Die russische Duma will Atomabrüstungsverhandlungen blockieren, sollten die USA an ihrer geplanten Raketenabwehr festhalten. Die Lage ist ernst: 25.000 nukleare Sprengköpfe soll es zur Zeit auf der Welt geben.

Von Andrea Rehmsmeier |
    Wenigstens der russische Winter scheint Hillary Clinton einen schönen Empfang bereiten zu wollen: Der Himmel strahlend und blau, die Luft klar und kalt. Und auch die Moskauer, die gestern beim Schaufensterbummel über den Arbat schlenderten, ließen sich von Atombomben, zwischenstaatlichem Machtgerangel und einem aufmüpfigen Parlament nicht den Feierabend verderben. Ein älterer Passant:

    "Einfache Bürger wie wir – was haben wir damit zu tun, was die Duma da ratifiziert oder nicht? Das ist eine andere Welt. Abrüstung ist eine gute Sache. Und was diese Funktionäre sich da ausdenken – daran können wir nichts ändern. Uns fragen sie doch nicht! Wir sind für den Frieden!"

    Der Arbat, die berühmte Moskauer Einkaufsstraße, ist auch Anziehungspunkt für viele Ausländer. Hier kann man Spanisch, Finnisch und Deutsch hören – besonders oft jedoch Englisch. Eine Passantin aus den USA, die in Moskau für die russisch-amerikanischen Kulturaustausch arbeitet, kennt die Befindlichkeiten auf beiden Seiten. Doch für die Abrüstungsverhandlungen interessiert auch sie sich nur am Rande.

    "Die Amerikaner interessieren sich für Jobs, Jobs – und für Terroristen. Für Russland ist immer noch Amerika der Feind, aber für Amerika ist das längst der radikale Islam, der Terrorismus – und immer mehr auch das was von innen kommt: Die Politik der Konzerne, die Zerstörung der Mittelschicht. Russland haben die Amerikaner gar nicht mehr auf ihrer Landkarte!"

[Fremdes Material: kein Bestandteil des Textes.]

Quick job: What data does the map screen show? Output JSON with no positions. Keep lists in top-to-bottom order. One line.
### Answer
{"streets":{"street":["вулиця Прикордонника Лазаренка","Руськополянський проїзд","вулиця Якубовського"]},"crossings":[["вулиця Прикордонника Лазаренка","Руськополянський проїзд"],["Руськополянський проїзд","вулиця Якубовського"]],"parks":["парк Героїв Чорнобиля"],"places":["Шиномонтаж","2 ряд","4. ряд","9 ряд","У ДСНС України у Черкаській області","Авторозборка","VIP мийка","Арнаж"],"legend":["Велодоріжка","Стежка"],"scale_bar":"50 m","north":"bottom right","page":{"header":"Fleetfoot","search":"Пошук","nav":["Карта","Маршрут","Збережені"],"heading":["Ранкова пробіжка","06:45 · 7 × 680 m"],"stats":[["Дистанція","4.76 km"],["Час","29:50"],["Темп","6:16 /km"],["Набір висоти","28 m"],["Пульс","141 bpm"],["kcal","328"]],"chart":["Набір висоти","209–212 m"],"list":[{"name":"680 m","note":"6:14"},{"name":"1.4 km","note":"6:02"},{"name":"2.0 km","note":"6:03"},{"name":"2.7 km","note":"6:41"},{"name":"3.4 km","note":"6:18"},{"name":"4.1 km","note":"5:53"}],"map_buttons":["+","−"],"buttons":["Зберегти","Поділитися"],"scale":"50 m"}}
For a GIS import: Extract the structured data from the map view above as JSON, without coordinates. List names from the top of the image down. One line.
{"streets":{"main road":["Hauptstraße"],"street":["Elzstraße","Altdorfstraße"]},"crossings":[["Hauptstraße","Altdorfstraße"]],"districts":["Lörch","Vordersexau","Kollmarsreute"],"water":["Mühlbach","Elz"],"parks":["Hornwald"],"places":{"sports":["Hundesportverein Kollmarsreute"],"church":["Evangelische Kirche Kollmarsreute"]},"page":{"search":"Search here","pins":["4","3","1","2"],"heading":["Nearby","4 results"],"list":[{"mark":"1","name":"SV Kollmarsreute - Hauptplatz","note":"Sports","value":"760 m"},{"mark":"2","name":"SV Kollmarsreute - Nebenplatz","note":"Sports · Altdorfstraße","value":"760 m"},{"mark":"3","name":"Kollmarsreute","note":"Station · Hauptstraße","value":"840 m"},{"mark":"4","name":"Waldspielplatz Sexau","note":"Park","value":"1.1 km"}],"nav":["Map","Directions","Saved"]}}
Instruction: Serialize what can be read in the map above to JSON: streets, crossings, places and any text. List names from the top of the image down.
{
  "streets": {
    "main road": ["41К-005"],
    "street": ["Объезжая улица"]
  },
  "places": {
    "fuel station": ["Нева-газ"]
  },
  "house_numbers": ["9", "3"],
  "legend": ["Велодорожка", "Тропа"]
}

    Dabei ist die Lage ernst. 25.000 nukleare Sprengköpfe soll es zur Zeit auf der Welt geben. Und die Begehrlichkeiten wachsen: Nicht nur der Iran, auch Ägypten, Saudi-Arabien und die Türkei würden gerne in die exklusive Riege der Atombomben-Mächte aufsteigen. Höchste Zeit für die USA und Russland, den im Dezember ausgelaufenen Abrüstungsvertrag START I zu erneuern und damit ein gemeinsames Zeichen gegen die unkontrollierte Ausbreitung dieser immens teuren und umweltschädlichen Massenvernichtungswaffen zu setzen. Doch stattdessen: Raketenabwehr-Pläne bei den Amerikanern, Abrüstungsblockade auf Seiten des russischen Parlaments – der Duma. Droht gar eine Rückkehr in den Kalten Krieg? Auf keinen Fall, glaubt der politische Analyst Konstantin von Eggert.
    EINSPIELUNG: O-TON KONSTANTIN VON EGGERT

    "Warum ist die Abrüstungs-Idee der Obama-Adminstration für die Russen interessant? Weil sie sie zurück versetzt in die 60-er und die 70-er Jahre, als die Angst vor einem echten Krieg groß war. Damals hat Breschnew mit Nixon und mit Carter echte Abrüstungsgespräche geführt, die die Welt wieder ins Gleichgewicht gebracht haben. Heute aber droht uns kein Atomkrieg – schon deshalb nicht, weil Russland gar nicht die Stärke besitzt, einen Krieg gegen Amerika zu führen. Hier geht es um Prestige – also um nichts, das irgendeinen Nutzen hätte"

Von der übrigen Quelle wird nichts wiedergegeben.